No está claro si Ronald Koeman será entrenador del Barça la próxima temporada, pero el técnico holandés ya puede decir con orgullo que lo ha sido en la 2020-21. Para poder recordarlo dentro de unos años sin mirar inmediatamente después al suelo le faltaba ganar un partido grande, y aunque su equipo llegó a la final de Copa rebotando en el caprichoso pinball de las remontadas, en el encuentro decisivo ante el Athletic los azulgranas no solo vencieron, sino que lo hicieron por la única vía que no se mira con recelo en el Camp Nou: desplegando un fútbol vistoso e intenso, heredero indiscutible del guardiolismo. Si piensan que exagero, reflexionen sobre quién fue el mejor jugador de los bilbaínos y luego miren el marcador final.

Seamos sinceros: el Barça no subió la Copa al autobús al terminar la primera parte porque Messi no tiene cinco años menos. Pero no hizo falta que rejuveneciera, porque en la reanudación un vendaval veinteañero llamado De Jong galvanizó la producción goleadora de sus compañeros, Leo incluido, y la irresistible ascendencia del Barça sobre el balón no solo sirvió para campeonar sino para hacerlo fantásticamente bien.

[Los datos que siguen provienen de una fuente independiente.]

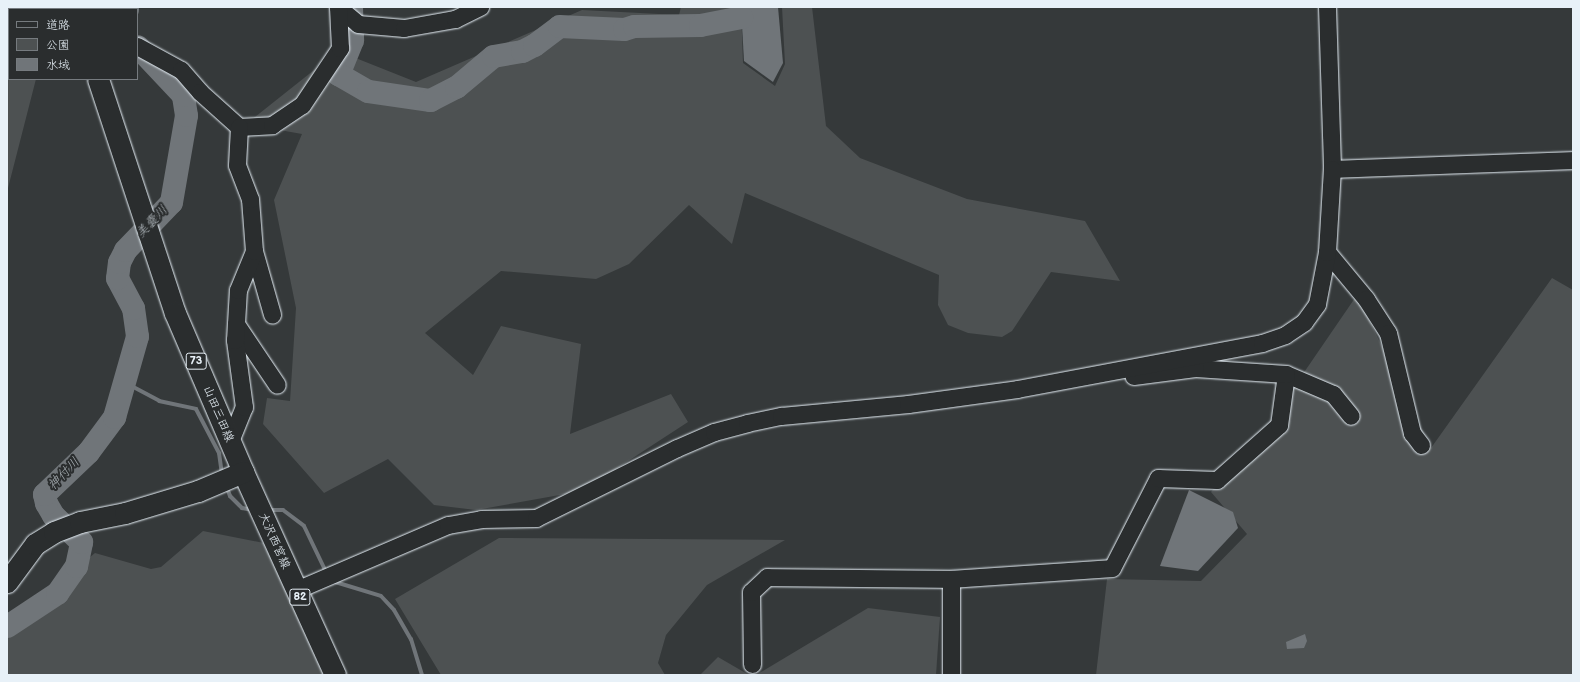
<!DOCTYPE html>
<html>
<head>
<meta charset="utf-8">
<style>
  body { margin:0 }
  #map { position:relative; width:1580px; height:682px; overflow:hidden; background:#35393a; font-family:"Balsamiq Sans","Klee One",sans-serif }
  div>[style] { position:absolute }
  .green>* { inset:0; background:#4d5152 }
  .water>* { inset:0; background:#707579 }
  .stream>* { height:4px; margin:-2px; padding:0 2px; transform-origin:2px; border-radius:2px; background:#707579 }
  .river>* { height:23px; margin:-11.5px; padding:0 11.5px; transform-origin:11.5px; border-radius:11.5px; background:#707579 }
  .roads { filter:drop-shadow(0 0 1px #e8f1f8) drop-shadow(0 0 1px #e8f1f8) }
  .minor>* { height:17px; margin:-8.5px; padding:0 8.5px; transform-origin:8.5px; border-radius:8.5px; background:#2a2d2e }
  .major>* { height:21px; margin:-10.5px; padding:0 10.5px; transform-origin:10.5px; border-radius:10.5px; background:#2a2d2e }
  span { translate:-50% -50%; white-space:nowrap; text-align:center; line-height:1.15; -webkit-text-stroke:4px #2a2d2e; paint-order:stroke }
  .shield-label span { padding:1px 3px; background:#2a2d2e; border:1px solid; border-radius:3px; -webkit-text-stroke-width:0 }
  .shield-label { font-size:11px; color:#e8f1f8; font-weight:700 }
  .street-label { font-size:12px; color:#e8f1f8 }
  .water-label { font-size:13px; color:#acb3b8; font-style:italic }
  .frame { position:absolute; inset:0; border:8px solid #e8f1f8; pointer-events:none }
  .legend { position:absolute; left:8px; top:8px; width:130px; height:72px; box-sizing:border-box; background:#2a2d2e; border:1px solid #767b7f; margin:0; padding:5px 7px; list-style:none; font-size:12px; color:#e8f1f8 }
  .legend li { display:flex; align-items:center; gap:8px; height:20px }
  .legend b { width:20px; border:1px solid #767b7f }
</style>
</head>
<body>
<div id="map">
  <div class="green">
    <i style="clip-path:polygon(7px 7px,54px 7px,9px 9px,9px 79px,36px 79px,7px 192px)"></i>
    <i style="clip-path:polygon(681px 7px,741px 7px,743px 63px,775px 86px,785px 64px,782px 7px,812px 7px,826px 126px,860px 158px,967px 199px,1085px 221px,1120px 281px,1051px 272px,1012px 331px,1002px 337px,968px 333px,948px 325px,938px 305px,939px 275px,745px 193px,732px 244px,689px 205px,629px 264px,596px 279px,501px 271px,425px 333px,473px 375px,501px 326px,581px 344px,570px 434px,671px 394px,688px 422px,582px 491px,476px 510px,434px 505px,388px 459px,324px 493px,263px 424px,267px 398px,290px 401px,296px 308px,274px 200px,302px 134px,246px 124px,338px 51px,416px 82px,582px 10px,679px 15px)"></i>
    <i style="clip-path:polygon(1552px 278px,1573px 290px,1573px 675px,1096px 675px,1107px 579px,1201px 581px,1247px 534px,1211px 492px,1268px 425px,1357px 295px,1431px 448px)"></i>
    <i style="clip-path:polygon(203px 531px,264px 543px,331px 675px,7px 675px,7px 625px,95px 553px,151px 569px,161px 567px)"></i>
    <i style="clip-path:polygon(499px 538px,785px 540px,707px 585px,666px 635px,658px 663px,665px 675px,441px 675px,395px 599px)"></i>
    <i style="clip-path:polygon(868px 608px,940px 617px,936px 675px,756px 675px)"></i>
    <i style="clip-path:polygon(718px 657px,749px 675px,700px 675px)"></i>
  </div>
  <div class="water">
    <i style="clip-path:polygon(741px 7px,778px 7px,783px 63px,773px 82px,744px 61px)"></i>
    <i style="clip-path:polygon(1189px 490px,1233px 512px,1238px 528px,1198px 571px,1160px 566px)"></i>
    <i style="clip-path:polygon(1305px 634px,1307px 641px,1304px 648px,1287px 649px,1286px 642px)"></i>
  </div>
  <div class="stream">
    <i style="left:124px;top:382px;width:40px;rotate:28deg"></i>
    <i style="left:159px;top:401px;width:38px;rotate:12deg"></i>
    <i style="left:196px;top:409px;width:50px;rotate:62.4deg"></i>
    <i style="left:219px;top:453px;width:22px;rotate:82deg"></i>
    <i style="left:226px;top:485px;width:12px;rotate:70deg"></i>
    <i style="left:230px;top:496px;width:17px;rotate:45deg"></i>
    <i style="left:242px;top:508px;width:11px;rotate:10deg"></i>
    <i style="left:267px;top:510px;width:16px"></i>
    <i style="left:283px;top:510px;width:26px;rotate:37deg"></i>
    <i style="left:304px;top:526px;width:51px;rotate:64.4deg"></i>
    <i style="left:332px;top:581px;width:51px;rotate:17deg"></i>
    <i style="left:381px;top:596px;width:19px;rotate:47deg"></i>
    <i style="left:394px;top:610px;width:34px;rotate:60deg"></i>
    <i style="left:411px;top:639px;width:38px;rotate:73deg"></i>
  </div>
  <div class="river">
    <i style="left:351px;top:7px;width:33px;rotate:88deg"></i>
    <i style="left:352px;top:40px;width:37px;rotate:112deg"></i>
    <i style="left:338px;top:74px;width:34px;rotate:30deg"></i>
    <i style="left:368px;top:91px;width:63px;rotate:8.3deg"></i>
    <i style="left:430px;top:100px;width:29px;rotate:-27deg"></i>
    <i style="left:456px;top:87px;width:48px;rotate:-40deg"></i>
    <i style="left:493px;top:56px;width:29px;rotate:-10deg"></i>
    <i style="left:522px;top:51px;width:13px;rotate:-27deg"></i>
    <i style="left:534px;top:45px;width:31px;rotate:-37deg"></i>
    <i style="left:559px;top:26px;width:65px;rotate:2.6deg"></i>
    <i style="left:624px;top:29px;width:10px;rotate:-17deg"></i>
    <i style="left:634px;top:26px;width:66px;rotate:-0.9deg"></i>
    <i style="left:700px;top:25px;width:42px;rotate:-11deg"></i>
    <i style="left:127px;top:9px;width:2px;rotate:-90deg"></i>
    <i style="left:7px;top:626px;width:60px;rotate:-33.4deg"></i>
    <i style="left:57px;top:593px;width:33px;rotate:-55deg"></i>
    <i style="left:76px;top:566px;width:25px;rotate:-78deg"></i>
    <i style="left:81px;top:542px;width:39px;rotate:-136deg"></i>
    <i style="left:53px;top:515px;width:14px;rotate:-120deg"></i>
    <i style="left:46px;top:503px;width:9px;rotate:-103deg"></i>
    <i style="left:44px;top:494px;width:61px;rotate:-43.7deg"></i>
    <i style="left:88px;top:452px;width:44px;rotate:-53.4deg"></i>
    <i style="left:114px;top:417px;width:84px;rotate:-74.1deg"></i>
    <i style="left:137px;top:336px;width:28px;rotate:-98deg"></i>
    <i style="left:133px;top:308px;width:34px;rotate:-118deg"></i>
    <i style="left:117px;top:278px;width:16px;rotate:-83deg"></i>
    <i style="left:119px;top:262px;width:13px;rotate:-63deg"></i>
    <i style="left:125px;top:250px;width:66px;rotate:-46.2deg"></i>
    <i style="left:171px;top:202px;width:88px;rotate:-80.2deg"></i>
    <i style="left:186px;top:115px;width:20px;rotate:-99deg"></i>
    <i style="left:183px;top:95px;width:67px;rotate:-133.2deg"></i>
  </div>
  <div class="roads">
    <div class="minor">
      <i style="left:338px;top:7px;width:26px;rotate:40deg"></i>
      <i style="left:358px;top:24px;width:46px;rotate:5deg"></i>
      <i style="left:404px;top:28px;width:52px;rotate:-10deg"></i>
      <i style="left:455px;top:19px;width:28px;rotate:-26deg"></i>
      <i style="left:1327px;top:7px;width:162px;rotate:88.2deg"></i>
      <i style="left:1332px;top:169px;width:241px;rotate:-2.1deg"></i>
      <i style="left:137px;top:46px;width:50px;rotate:28.6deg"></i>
      <i style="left:181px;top:70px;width:29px;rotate:49deg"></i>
      <i style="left:200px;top:92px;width:52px;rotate:41.9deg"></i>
      <i style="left:239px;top:127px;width:33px;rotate:-3deg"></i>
      <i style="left:272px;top:125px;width:36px;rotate:-34deg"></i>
      <i style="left:302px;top:105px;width:69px;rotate:-56.3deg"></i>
      <i style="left:340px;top:48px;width:41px;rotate:-92.8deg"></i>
      <i style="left:254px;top:251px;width:66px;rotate:74.1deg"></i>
      <i style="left:1327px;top:252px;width:61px;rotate:50.3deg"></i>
      <i style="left:1366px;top:299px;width:40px;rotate:57.1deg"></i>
      <i style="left:1388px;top:333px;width:103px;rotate:76.5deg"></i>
      <i style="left:1412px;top:433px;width:15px;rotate:53deg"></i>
      <i style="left:236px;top:324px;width:73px;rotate:56.1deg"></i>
      <i style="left:1286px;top:374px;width:51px;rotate:23.1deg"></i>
      <i style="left:1333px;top:394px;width:28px;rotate:51deg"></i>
      <i style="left:230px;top:441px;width:37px;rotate:-68deg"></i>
      <i style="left:244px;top:407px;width:68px;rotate:-97.7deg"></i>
      <i style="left:235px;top:340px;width:50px;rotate:-86.6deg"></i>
      <i style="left:238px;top:290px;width:42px;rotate:-67.7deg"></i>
      <i style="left:254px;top:251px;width:52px;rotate:-94.4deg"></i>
      <i style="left:250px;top:199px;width:36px;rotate:-111deg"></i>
      <i style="left:237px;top:165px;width:38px;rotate:-87deg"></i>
      <i style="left:951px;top:579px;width:161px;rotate:-3.9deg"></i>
      <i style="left:1112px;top:568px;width:101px;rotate:-62.9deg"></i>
      <i style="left:1158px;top:478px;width:59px;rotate:1.9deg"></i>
      <i style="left:1217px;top:480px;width:83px;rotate:-41.6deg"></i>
      <i style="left:1279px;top:425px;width:51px;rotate:-82.2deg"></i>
      <i style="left:1286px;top:374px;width:91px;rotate:-176.2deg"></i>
      <i style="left:1195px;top:368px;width:62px;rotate:172.5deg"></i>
      <i style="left:296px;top:590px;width:165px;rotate:-23.2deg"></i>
      <i style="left:448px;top:525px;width:34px;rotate:-10deg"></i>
      <i style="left:481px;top:519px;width:55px;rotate:-1deg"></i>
      <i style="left:536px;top:518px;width:157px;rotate:-26.4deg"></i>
      <i style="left:677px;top:448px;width:40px;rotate:-23.4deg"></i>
      <i style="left:714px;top:432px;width:34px;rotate:-15deg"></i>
      <i style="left:747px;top:423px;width:35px;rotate:-12deg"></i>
      <i style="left:781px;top:416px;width:128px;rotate:-5.4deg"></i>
      <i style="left:908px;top:404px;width:110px;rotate:-7.8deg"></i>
      <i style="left:1017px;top:389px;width:249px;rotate:-10.6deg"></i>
      <i style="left:1262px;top:343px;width:24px;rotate:-19deg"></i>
      <i style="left:1285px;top:335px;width:23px;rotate:-34deg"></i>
      <i style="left:1304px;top:322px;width:22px;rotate:-54deg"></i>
      <i style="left:1317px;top:304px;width:53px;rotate:-79.1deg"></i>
      <i style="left:1327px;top:252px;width:83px;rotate:-86.6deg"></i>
      <i style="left:752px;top:664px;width:72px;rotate:-90.8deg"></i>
      <i style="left:751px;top:592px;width:22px;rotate:-43deg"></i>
      <i style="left:767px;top:577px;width:184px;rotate:0.6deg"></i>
      <i style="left:951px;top:579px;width:96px;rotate:90deg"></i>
    </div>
    <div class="major">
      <i style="left:92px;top:9px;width:2px;rotate:-90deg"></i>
      <i style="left:98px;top:79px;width:246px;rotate:71.8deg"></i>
      <i style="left:175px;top:313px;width:173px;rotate:66.8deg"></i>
      <i style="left:243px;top:472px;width:223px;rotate:65.6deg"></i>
      <i style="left:7px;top:582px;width:47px;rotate:-53.6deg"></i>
      <i style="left:35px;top:544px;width:22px;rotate:-32deg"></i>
      <i style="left:54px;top:532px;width:28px;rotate:-21deg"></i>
      <i style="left:80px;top:522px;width:46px;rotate:-11.3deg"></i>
      <i style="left:125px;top:513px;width:76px;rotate:-16.8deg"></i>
      <i style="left:198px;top:491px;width:49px;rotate:-22.9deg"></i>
    </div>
  </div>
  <div class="shield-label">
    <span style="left:196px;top:361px">73</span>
    <span style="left:300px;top:597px">82</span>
  </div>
  <div class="street-label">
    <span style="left:218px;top:414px;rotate:67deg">山田三田線</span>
    <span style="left:274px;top:541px;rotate:66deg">大沢西宮線</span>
  </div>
  <div class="water-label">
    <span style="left:152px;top:222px;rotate:-46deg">美嚢川</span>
    <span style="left:64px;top:474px;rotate:-46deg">神付川</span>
  </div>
  <div class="frame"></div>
  <ul class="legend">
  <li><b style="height:5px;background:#2a2d2e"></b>道路</li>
  <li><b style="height:11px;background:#4d5152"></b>公園</li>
  <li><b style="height:11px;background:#707579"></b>水域</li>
  </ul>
</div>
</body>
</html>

Cuestión de mojo, pensaron muchos barcelonistas cuando vieron a Griezmann abrir felizmente la lata con ese mismo balón que tan a menudo le rebota en alguna parte extraña del cuerpo y se marcha fuera manso, junto al palo (lo cual, por cierto, le había sucedido unos minutos antes de marcar). Y también divisando la sonrisa que Laporta reflejaba en sus ojos sobre la mascarilla. Qué pocos partidos le ha costado al nuevo president levantar el primer título y qué largo parecía el camino con los pies de hobbit de la anterior directiva hasta la caldera del Monte del Destino.

Lo que aceptó dirigir Koeman en septiembre, recién llegado a la Comarca, fue a la primera plantilla de un club en guerra civil, al mejor jugador de la historia del fútbol sintiéndose tan perdedor como si le hubieran fichado de compañero a Higuaín y a un puñado de jugadores divididos en dos grupos principales: aquellos que habían olvidado casi todo lo que hacían bien y aquellos a quienes nadie les había enseñado todavía lo que significa jugar en el Barça. Tras unos meses de probaturas, ha conseguido armar con buena parte de ellos un equipo con identidad y palmarés. Su plan para la final fue tan sumamente práctico que convocó a tres porteros, por si las meigas. Y todo le salió bien. Cuando sonaba el runrún de que el bueno de Tintín se marcharía cabizbajo tocando el violín, se ha girado para dar un trompetazo.

Su futuro más allá del verano dependerá de muchas cosas: un poco de que a los nuevos encargados de la tesorería del club les salgan unas cuentas dignas de la NASA, otro poco del Getafe, otro más de lo que ocurra el 8 de mayo contra el Atlético... Pero eso sí: al barcelonismo el pitido de felicidad en los oídos ya no se lo quita nadie.